** Records for this task follows **

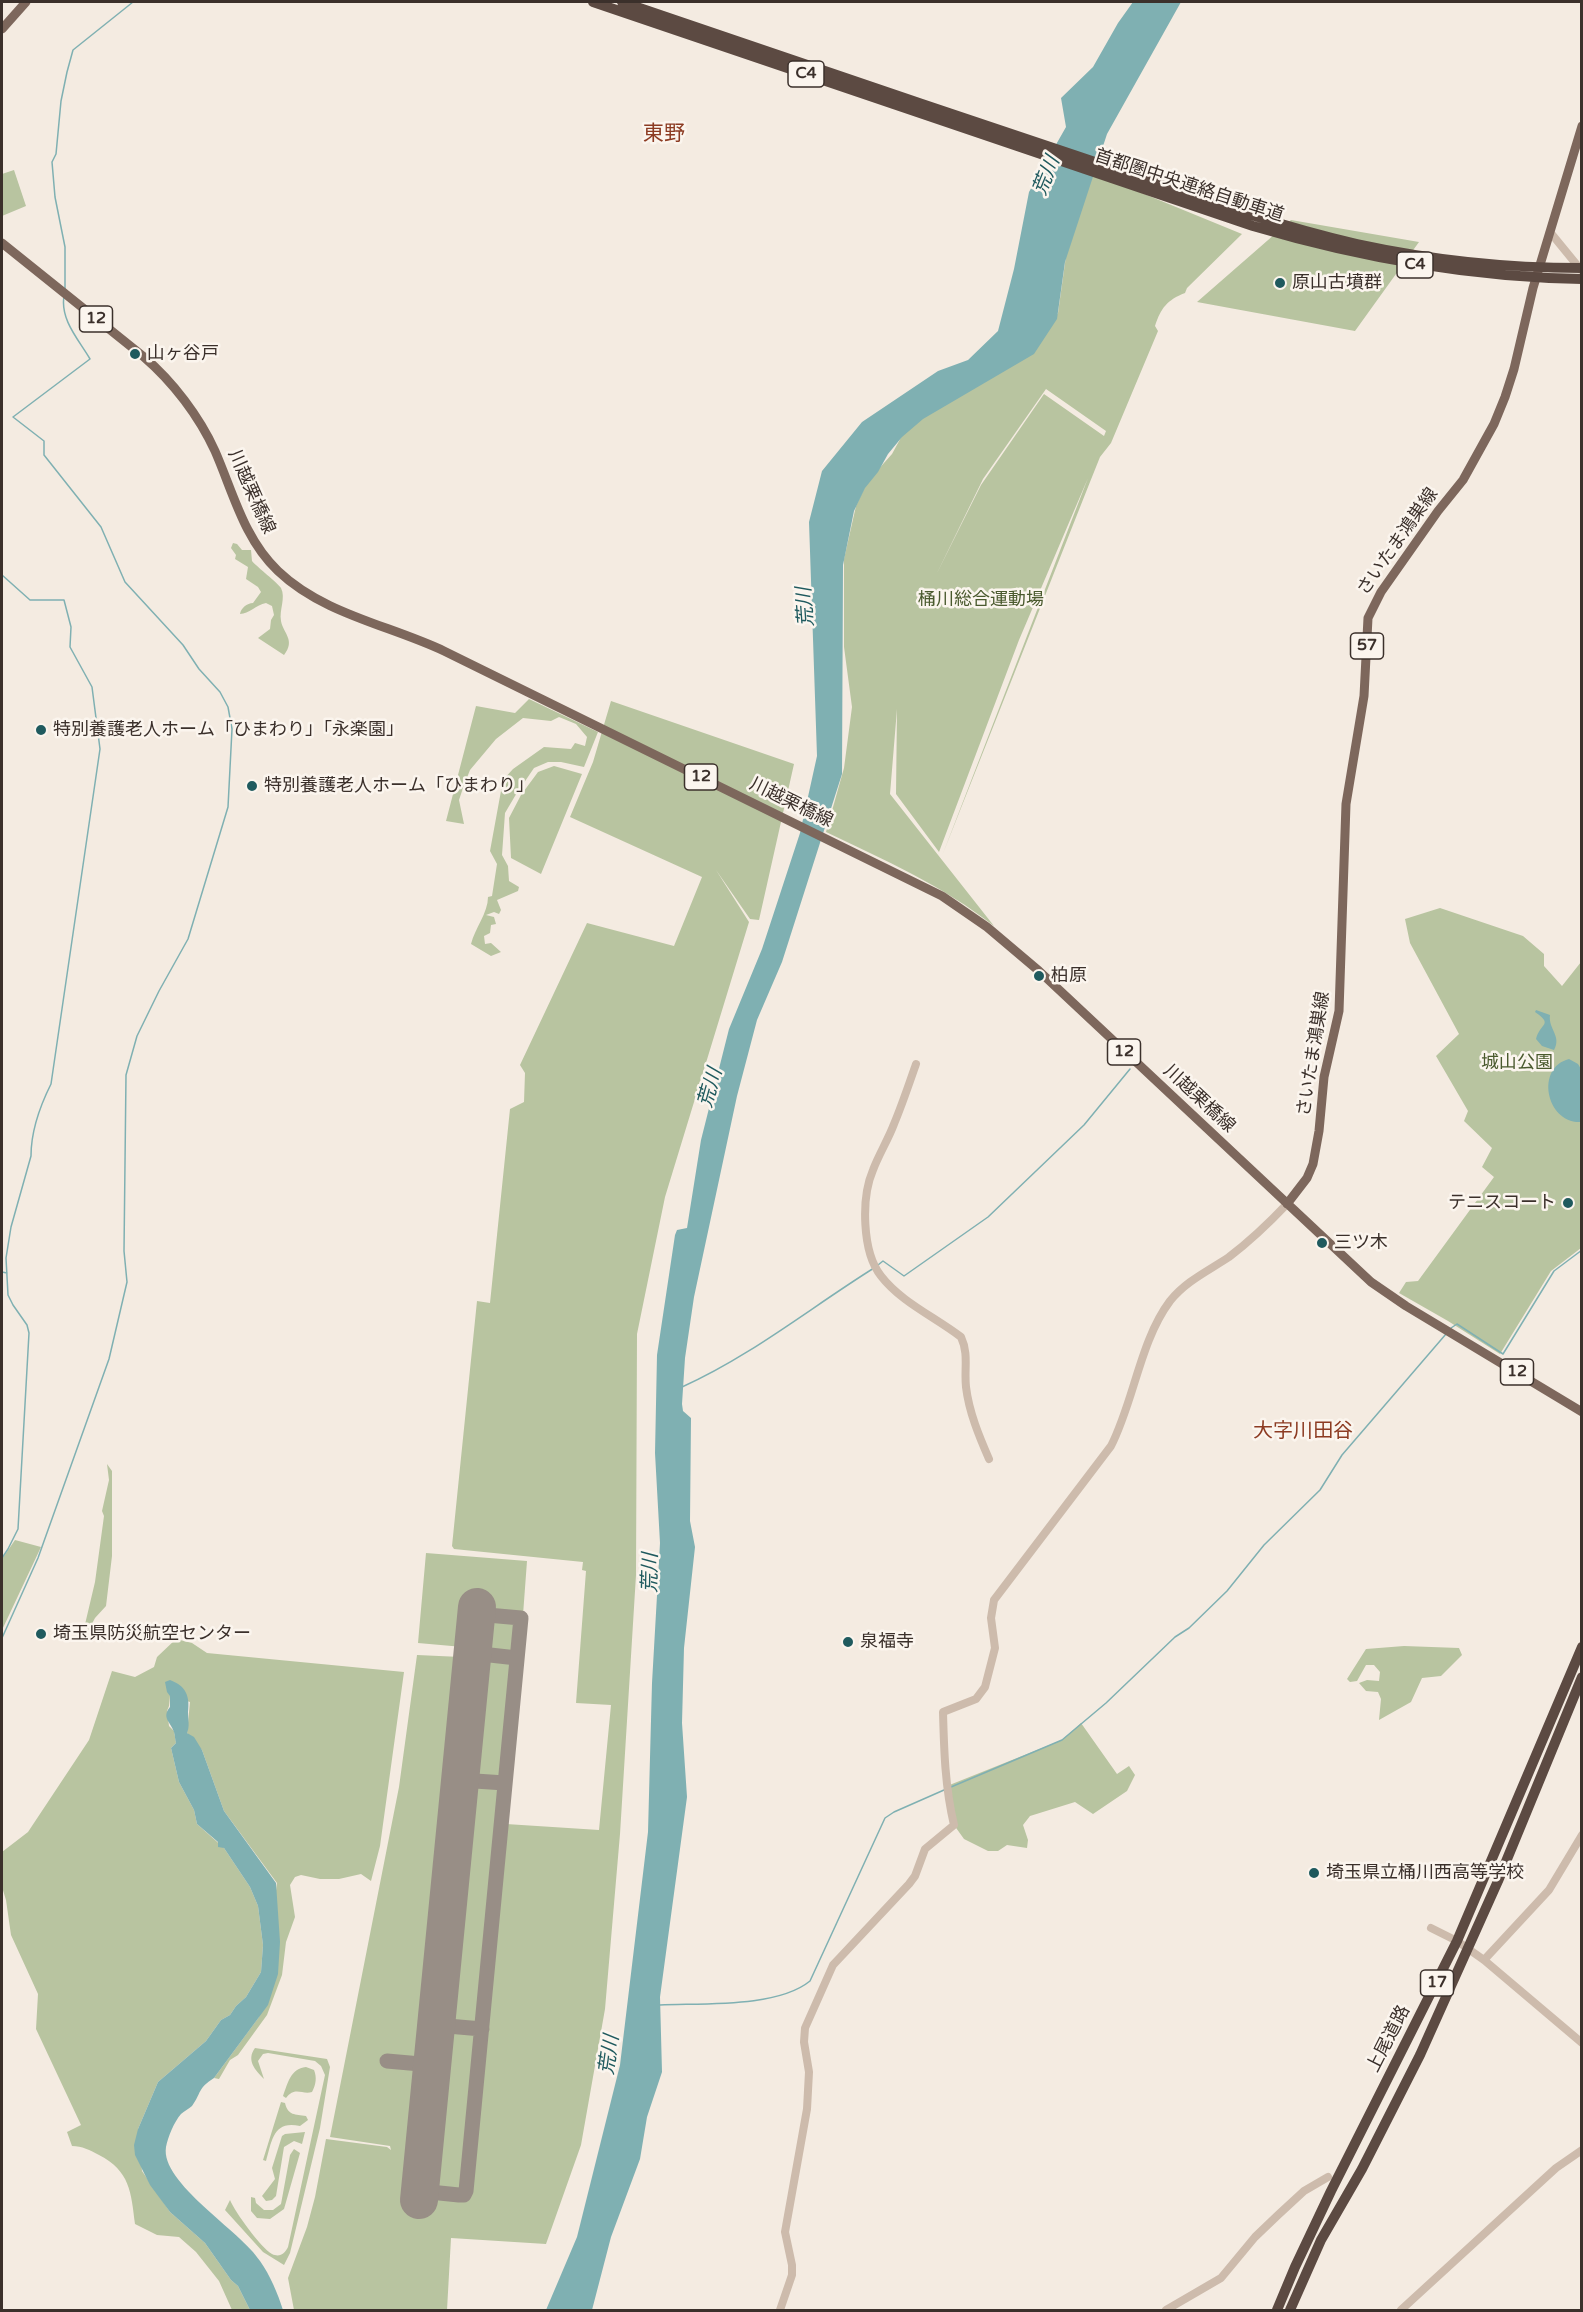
<!DOCTYPE html>
<meta charset="utf-8">
<style>
body{margin:0}
#map{position:relative;width:1583px;height:2312px;overflow:hidden;background:#f4ebe1;font-family:"Varela Round",sans-serif}
canvas{display:block}
.frame{position:absolute;inset:0;border:3px solid #3b302b;pointer-events:none}
</style>
<div id="map">
<canvas width="1583" height="2312"></canvas>
<div class="frame"></div>
</div>
<script>
const ctx = document.querySelector('canvas').getContext('2d');
ctx.lineJoin = 'round';
function fill(path, color) {
  ctx.fillStyle = color;
  ctx.fill(path, 'evenodd');
}
function strokePath(path, color, width, dash) {
  ctx.strokeStyle = color;
  ctx.lineWidth = width;
  ctx.lineCap = dash ? 'butt' : 'round';
  ctx.setLineDash(dash || []);
  ctx.stroke(path);
}
function write(font, color, halo, rows, align = 'center') {
  ctx.font = font + ' "Varela Round","Noto Sans JP",sans-serif';
  ctx.lineWidth = 5;
  ctx.setLineDash([]);
  ctx.textBaseline = 'middle';
  ctx.strokeStyle = halo;
  ctx.fillStyle = color;
  for (const [text, x, y, turn = 0] of rows) {
    ctx.save();
    ctx.translate(x, y);
    ctx.rotate((+turn || 0) * Math.PI / 180);
    ctx.textAlign = isNaN(turn) ? turn : align;
    if (halo) ctx.strokeText(text, 0, 0);
    ctx.fillText(text, 0, 0);
    ctx.restore();
  }
}
fill(new Path2D(`
 M 14,170 L 26,206 L 2,216 L 2,174 Z
 M 1093,173 L 1242,234 L 1187,288 L 1185,293 C 1167,300 1161,308 1155,326 L 1158,331 L 1111,443 L 1100,457 L 1090,482 L 942,856 L 1088,478 L 1019,640 L 939,852 L 896,794 L 897,709 L 890,794 L 994,926 C 943,886 885,860 826,832 L 844,768 L 852,707 L 844,647 L 844,559 L 856,506 L 867,482 L 892,454 L 904,432 L 925,414 L 1035,348 L 1058,313 L 1066,256 ZM 1046,389 L 1106,431 L 1104,436 L 1044,394 L 981,485 L 936,575 L 983,479 Z
 M 1291,220 L 1419,242 L 1355,331 L 1197,302 Z
 M 233,543 L 237,544 L 242,550 L 251,550 L 252,561 C 258,568 277,582 281,588 C 286,598 279,610 281,621 C 283,633 296,640 284,655 L 258,638 L 270,629 L 271,620 L 274,615 L 272,606 L 266,603 C 256,605 249,614 240,614 C 241,608 247,603 253,603 L 261,592 L 258,587 L 246,579 L 248,567 L 235,559 L 236,555 L 231,548 Z
 M 529,699 L 598,732 L 584,767 L 561,762 L 548,762 L 534,768 L 515,796 L 505,813 L 502,855 L 508,866 L 509,881 L 519,887 L 518,891 L 497,900 L 501,910 L 499,914 L 494,912 L 486,915 L 494,917 L 496,924 L 491,925 L 490,933 L 484,936 L 485,944 L 491,943 L 501,952 L 491,956 L 471,944 C 475,928 488,913 488,897 L 492,896 L 497,864 L 490,851 L 503,780 L 513,769 L 544,747 L 571,749 L 575,743 L 585,746 L 587,737 L 576,724 L 559,717 L 551,721 L 523,718 L 496,739 L 470,770 L 464,785 L 459,800 L 464,824 L 446,821 L 476,706 L 515,713 Z
 M 611,701 L 794,764 L 759,920 L 750,919 L 716,870 L 749,922 L 665,1197 L 637,1334 L 636,1575 L 620,1834 L 605,2009 L 581,2145 L 546,2244 L 451,2238 L 447,2310 L 294,2310 L 288,2278 L 307,2227 L 315,2197 L 326,2139 L 387,2147 L 391,2150 L 390,2146 L 330,2137 L 399,1787 L 417,1655 L 461,1657 L 410,2201 L 428,2203 L 428,2196 L 469,2200 L 506,1824 L 599,1830 L 611,1705 L 576,1703 L 586,1571 L 582,1570 L 583,1562 L 454,1549 L 452,1546 L 477,1301 L 490,1303 L 510,1109 L 524,1102 L 525,1073 L 520,1065 L 587,923 L 674,946 L 702,877 L 570,817 L 593,762 Z
 M 554,766 L 582,774 L 541,874 L 511,858 L 509,818 L 521,795 L 538,772 Z
 M 1440,908 L 1523,936 L 1544,954 L 1544,966 L 1562,986 L 1581,962 L 1581,1248 L 1551,1271 L 1500,1354 L 1448,1321 L 1399,1293 L 1406,1282 L 1418,1281 L 1494,1177 L 1482,1167 L 1492,1148 L 1464,1121 L 1468,1111 L 1436,1056 L 1459,1034 L 1410,943 L 1405,919 Z
 M 107,1464 L 112,1471 L 112,1556 L 106,1606 L 95,1618 L 85,1637 L 82,1637 L 95,1582 L 104,1516 L 102,1511 L 109,1480 Z
 M 15,1540 L 41,1547 L 2,1630 L 2,1559 Z
 M 426,1553 L 527,1561 L 523,1615 L 487,1611 L 487,1605 L 465,1604 L 463,1647 L 418,1643 Z
 M 486,1620 L 516,1622 L 514,1651 L 484,1648 Z
 M 176,1639 L 192,1643 L 207,1653 L 404,1672 L 380,1846 L 371,1881 L 361,1874 L 339,1879 L 320,1879 L 301,1875 L 295,1877 L 290,1885 L 295,1917 L 286,1942 L 282,1975 L 267,2015 L 238,2055 L 230,2060 L 219,2079 L 214,2078 L 259,2017 L 277,1883 L 224,1811 L 202,1750 L 187,1733 L 190,1702 L 170,1696 L 169,1706 L 167,1711 L 169,1726 L 174,1731 L 176,1743 L 171,1748 L 179,1782 L 194,1810 L 197,1824 L 224,1848 L 250,1887 L 258,1906 L 263,1945 L 261,1972 L 246,1997 L 236,2006 L 230,2015 L 221,2020 L 206,2041 L 158,2082 L 138,2129 L 142,2171 L 170,2212 L 205,2243 L 231,2280 L 238,2286 L 250,2310 L 232,2310 L 219,2281 L 196,2252 L 179,2237 L 157,2235 L 135,2224 C 131,2192 130,2171 99,2155 C 90,2150 82,2146 72,2146 L 67,2132 L 81,2125 L 36,2029 L 38,1994 L 11,1935 L 6,1900 L 2,1887 L 2,1852 L 28,1832 L 89,1740 L 112,1671 L 135,1677 L 154,1667 L 157,1657 Z
 M 1404,1646 L 1459,1648 L 1462,1655 L 1441,1676 L 1422,1678 L 1411,1702 L 1379,1720 L 1381,1699 L 1378,1692 L 1366,1691 L 1359,1683 L 1367,1680 L 1379,1681 L 1380,1672 L 1374,1665 L 1366,1665 L 1357,1681 L 1350,1682 L 1347,1679 L 1366,1649 Z
 M 483,1659 L 512,1662 L 499,1778 L 471,1774 Z
 M 1081,1723 L 1117,1774 L 1129,1766 L 1135,1775 L 1127,1791 L 1093,1814 L 1075,1802 L 1030,1816 L 1023,1825 L 1028,1840 L 1027,1848 L 1007,1845 L 998,1851 L 988,1851 L 964,1839 L 954,1825 L 947,1786 L 1062,1740 Z
 M 469,1786 L 498,1788 L 478,2023 L 447,2020 Z
 M 446,2030 L 477,2032 L 461,2190 L 430,2187 Z
 M 255,2048 L 327,2059 L 330,2067 L 320,2128 L 290,2253 L 284,2265 L 263,2252 L 225,2210 L 230,2200 C 235,2212 261,2248 272,2254 C 280,2258 285,2253 288,2247 L 325,2075 L 321,2066 L 315,2061 L 268,2053 L 263,2054 L 258,2061 L 264,2079 C 255,2070 246,2060 255,2048 Z
 M 306,2067 L 314,2070 C 317,2077 316,2085 312,2092 C 302,2095 295,2086 286,2098 L 283,2096 C 288,2083 290,2069 306,2067 Z
 M 281,2102 L 285,2103 C 288,2116 295,2114 306,2116 L 308,2120 L 300,2126 C 273,2120 272,2141 266,2161 L 263,2160 Z
 M 305,2132 L 302,2144 L 294,2141 L 284,2147 L 276,2196 L 272,2200 L 266,2201 L 262,2196 L 275,2179 L 272,2168 L 282,2136 L 285,2134 Z
 M 294,2149 L 300,2153 L 284,2209 L 270,2219 L 257,2218 L 251,2211 L 251,2197 L 255,2198 L 256,2203 L 264,2210 L 273,2210 L 281,2204 L 290,2155 Z`), '#b8c4a0');
fill(new Path2D(`
 M 1133,2 L 1181,2 L 1107,134 L 1065,262 L 1057,319 L 1034,354 L 923,419 L 902,437 L 888,454 L 878,472 L 865,488 L 854,511 L 843,565 L 842,774 L 782,962 L 757,1020 L 737,1096 L 694,1297 L 685,1358 L 682,1404 L 683,1411 L 691,1418 L 690,1521 L 695,1547 L 684,1648 L 682,1723 L 687,1797 L 660,1997 L 662,2072 L 647,2117 L 640,2159 L 611,2237 L 592,2310 L 546,2310 L 577,2237 L 620,2065 L 648,1832 L 652,1683 L 660,1543 L 655,1453 L 657,1355 L 675,1235 L 677,1230 L 687,1228 L 701,1140 L 729,1029 L 762,949 L 800,833 L 817,756 L 809,522 L 822,471 L 862,422 L 938,371 L 968,360 L 998,331 L 1014,269 L 1029,192 L 1066,127 L 1061,98 L 1093,67 L 1118,23 Z
 M 1536,1010 L 1550,1015 C 1548,1029 1562,1036 1554,1050 L 1542,1046 L 1536,1039 C 1540,1023 1554,1025 1535,1012 Z
 M 1569,1059 L 1578,1064 L 1581,1069 L 1582,1122 C 1547,1125 1534,1068 1569,1059 Z
 M 170,1680 C 186,1686 190,1696 188,1712 C 188,1720 190,1726 187,1733 L 194,1737 L 202,1750 L 224,1811 L 276,1883 L 280,1942 L 278,1974 L 268,2005 L 214,2078 C 197,2089 202,2092 192,2106 C 189,2109 184,2111 181,2114 C 174,2122 168,2137 166,2147 C 160,2183 241,2231 260,2261 C 270,2275 278,2294 283,2310 L 250,2310 L 238,2286 L 231,2280 L 205,2243 L 170,2212 L 150,2185 L 135,2155 L 134,2145 L 138,2129 L 158,2082 L 206,2041 L 221,2020 L 230,2015 L 236,2006 L 246,1997 L 261,1972 L 263,1945 L 258,1906 L 250,1887 L 224,1848 L 218,1847 L 218,1842 L 197,1824 L 194,1810 L 179,1782 L 171,1748 L 176,1743 C 175,1739 175,1736 174,1732 C 171,1722 161,1718 170,1707 L 170,1696 L 167,1692 L 165,1682 Z`), '#7fb0b2');
strokePath(new Path2D(`
 M 2,17 L 2,16
 M 65,289 L 65,247 L 55,197 L 52,162 L 56,154 L 61,101 L 67,72 L 73,50 L 133,2
 M 2,575 L 30,600 L 64,600 L 71,627 L 70,647 L 92,687 L 100,749 L 51,1084 C 40,1106 31,1130 31,1156 L 11,1227 L 6,1258 L 8,1295 L 13,1305 L 27,1325 L 29,1333 L 18,1529 L 8,1549 L 2,1558
 M 878,1265 L 883,1261 L 904,1276 L 988,1217 L 1084,1125 L 1130,1069
 M 2,1272 L 7,1273
 M 1451,1328 L 1457,1324 L 1503,1354 L 1554,1271 L 1582,1250
 M 682,1387 C 751,1356 810,1308 874,1268
 M 2,1638 L 38,1558 L 109,1359 L 127,1282 L 124,1251 L 126,1075 L 137,1036 L 159,991 L 188,939 L 228,807 L 232,729 L 228,707 L 220,692 L 199,669 L 183,645 L 125,582 L 101,527 L 44,455 L 44,441 L 13,417 L 90,359 C 79,340 60,320 64,296
 M 951,1787 L 1062,1740 L 1106,1703 L 1175,1637 L 1189,1628 L 1227,1591 L 1264,1545 L 1320,1490 L 1342,1455 L 1446,1334
 M 660,2005 C 701,2003 777,2008 810,1981 L 885,1818 L 894,1812 L 944,1790`), '#7fb0b2', 1.5);
strokePath(new Path2D(`
 M 472,1653 L 517,1658
 M 460,1780 L 505,1783
 M 436,2025 L 482,2029
 M 387,2061 L 432,2065
 M 420,2191 L 459,2195 L 464,2195 L 466,2191 L 521,1618 L 476,1614`), '#988e86', 15);
strokePath(new Path2D(`
 M 419,2200 L 477,1607`), '#988e86', 38);
strokePath(new Path2D(`
 M 1550,232 L 1581,270
 M 916,1064 C 909,1084 902,1105 894,1124 C 888,1140 879,1154 873,1170 C 861,1198 862,1252 881,1276 C 901,1302 935,1317 961,1337 C 969,1354 964,1369 966,1387 C 969,1412 979,1436 989,1459
 M 1431,1928 L 1457,1941 L 1484,1960 L 1582,2043
 M 1484,1960 L 1549,1890 L 1582,1835
 M 780,2310 L 792,2275 L 792,2265 L 785,2232 L 807,2109 L 809,2072 L 804,2042 L 805,2028 L 833,1965 L 909,1884 L 915,1876 L 925,1849 L 954,1825 C 945,1787 944,1750 943,1712 L 976,1699 L 985,1687 L 995,1648 L 991,1618 L 994,1600 L 1111,1446 C 1134,1401 1140,1341 1170,1301 C 1186,1281 1208,1271 1229,1257 C 1250,1241 1269,1223 1287,1204
 M 1166,2310 L 1221,2278 L 1255,2237 L 1278,2215 L 1304,2191 L 1328,2177
 M 1401,2310 L 1556,2168 L 1582,2150`), '#cdbbac', 8);
strokePath(new Path2D(`
 M 2,29 L 26,2
 M 2,243 L 144,357 C 173,382 199,416 215,451 C 233,492 244,539 278,571 C 323,614 389,625 444,651 L 942,896 L 987,927 L 1039,971 L 1371,1282 L 1406,1306 L 1582,1412
 M 1287,1204 L 1307,1178 L 1313,1164 L 1319,1131 L 1324,1077 L 1339,1011 L 1346,804 L 1364,696 L 1368,618 L 1381,592 L 1438,511 L 1463,480 L 1494,424 L 1505,397 L 1514,369 L 1533,288 L 1582,126`), '#7d675c', 9);
strokePath(new Path2D(`
 M 593,2 L 1253,226 C 1361,258 1469,277 1582,279
 M 622,2 C 772,53 923,105 1074,155 C 1167,186 1261,222 1357,244 C 1431,260 1506,268 1582,268
 M 1277,2310 L 1295,2267 L 1331,2191 L 1457,1941 L 1582,1647
 M 1290,2310 L 1321,2240 L 1362,2169 L 1420,2055 L 1498,1881 L 1582,1677`), '#5c4a42', 10);
for (const [x, y, r, color] of [
 [1280,283,6,"#1f5a5e"],
 [135,354,6,"#1f5a5e"],
 [41,730,6,"#1f5a5e"],
 [252,786,6,"#1f5a5e"],
 [1039,976,6,"#1f5a5e"],
 [1568,1203,6,"#1f5a5e"],
 [1322,1243,6,"#1f5a5e"],
 [41,1634,6,"#1f5a5e"],
 [848,1642,6,"#1f5a5e"],
 [1314,1873,6,"#1f5a5e"]
]) {
  const dot = new Path2D();
  dot.arc(x, y, r, 0, 2 * Math.PI);
  ctx.fillStyle = color;
  ctx.fill(dot);
  strokePath(dot, '#fbf5ee', 2);
}
for (const [x, y, w] of [
 [806,74,36],
 [1415,265,36],
 [96,319,33],
 [1367,646,33],
 [701,777,33],
 [1124,1052,33],
 [1517,1372,33],
 [1437,1983,33]
]) {
  const box = new Path2D();
  box.roundRect(x - w / 2, y - 13, w, 26, 4.5);
  ctx.fillStyle = '#fbf5ee';
  ctx.fill(box);
  strokePath(box, '#3b302b', 1.5);
}
write('bold 16px', '#3b302b', null, [
 ["C4",806,74],
 ["C4",1415,265],
 ["12",96,319],
 ["57",1367,646],
 ["12",701,777],
 ["12",1124,1052],
 ["12",1517,1372],
 ["17",1437,1983]
]);
write('18px', '#3b302b', '#fbf5ee', [
 ["首都圏中央連絡自動車道",1189,186,18],
 ["川越栗橋線",251,492,66],
 ["さいたま鴻巣線",1398,542,-55],
 ["川越栗橋線",791,803,26],
 ["さいたま鴻巣線",1314,1054,-81],
 ["川越栗橋線",1199,1099,43],
 ["上尾道路",1389,2039,-63]
]);
write('18px', '#3b302b', '#fbf5ee', [
 ["原山古墳群",1292,283],
 ["山ヶ谷戸",147,354],
 ["特別養護老人ホーム「ひまわり」「永楽園」",53,730],
 ["特別養護老人ホーム「ひまわり」",264,786],
 ["柏原",1051,976],
 ["テニスコート",1556,1203,"right"],
 ["三ツ木",1334,1243],
 ["埼玉県防災航空センター",53,1634],
 ["泉福寺",860,1642],
 ["埼玉県立桶川西高等学校",1326,1873]
], 'left');
write('18px', '#4a5a2e', '#fbf5ee', [
 ["桶川総合運動場",981,600],
 ["城山公園",1517,1063]
]);
write('italic 20px', '#1f5a5e', '#fbf5ee', [
 ["荒川",1047,176,-68],
 ["荒川",806,607,-94],
 ["荒川",711,1088,-74],
 ["荒川",651,1573,-89],
 ["荒川",610,2055,-82]
]);
write('20px', '#8c3b22', '#fbf5ee', [
 ["大字川田谷",1303,1432]
]);
write('21px', '#8c3b22', '#fbf5ee', [
 ["東野",664,134]
]);
</script>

** End of Records for this task **

[What the task asks]
Retype only the lines that run from the first line of the entries above to the line containing "M 14,170 L 26,206 L 2,216 L 2,174 Z", both included. Do not carry over any pictures.

[Response]
<!DOCTYPE html>
<meta charset="utf-8">
<style>
body{margin:0}
#map{position:relative;width:1583px;height:2312px;overflow:hidden;background:#f4ebe1;font-family:"Varela Round",sans-serif}
canvas{display:block}
.frame{position:absolute;inset:0;border:3px solid #3b302b;pointer-events:none}
</style>
<div id="map">
<canvas width="1583" height="2312"></canvas>
<div class="frame"></div>
</div>
<script>
const ctx = document.querySelector('canvas').getContext('2d');
ctx.lineJoin = 'round';
function fill(path, color) {
  ctx.fillStyle = color;
  ctx.fill(path, 'evenodd');
}
function strokePath(path, color, width, dash) {
  ctx.strokeStyle = color;
  ctx.lineWidth = width;
  ctx.lineCap = dash ? 'butt' : 'round';
  ctx.setLineDash(dash || []);
  ctx.stroke(path);
}
function write(font, color, halo, rows, align = 'center') {
  ctx.font = font + ' "Varela Round","Noto Sans JP",sans-serif';
  ctx.lineWidth = 5;
  ctx.setLineDash([]);
  ctx.textBaseline = 'middle';
  ctx.strokeStyle = halo;
  ctx.fillStyle = color;
  for (const [text, x, y, turn = 0] of rows) {
    ctx.save();
    ctx.translate(x, y);
    ctx.rotate((+turn || 0) * Math.PI / 180);
    ctx.textAlign = isNaN(turn) ? turn : align;
    if (halo) ctx.strokeText(text, 0, 0);
    ctx.fillText(text, 0, 0);
    ctx.restore();
  }
}
fill(new Path2D(`
 M 14,170 L 26,206 L 2,216 L 2,174 Z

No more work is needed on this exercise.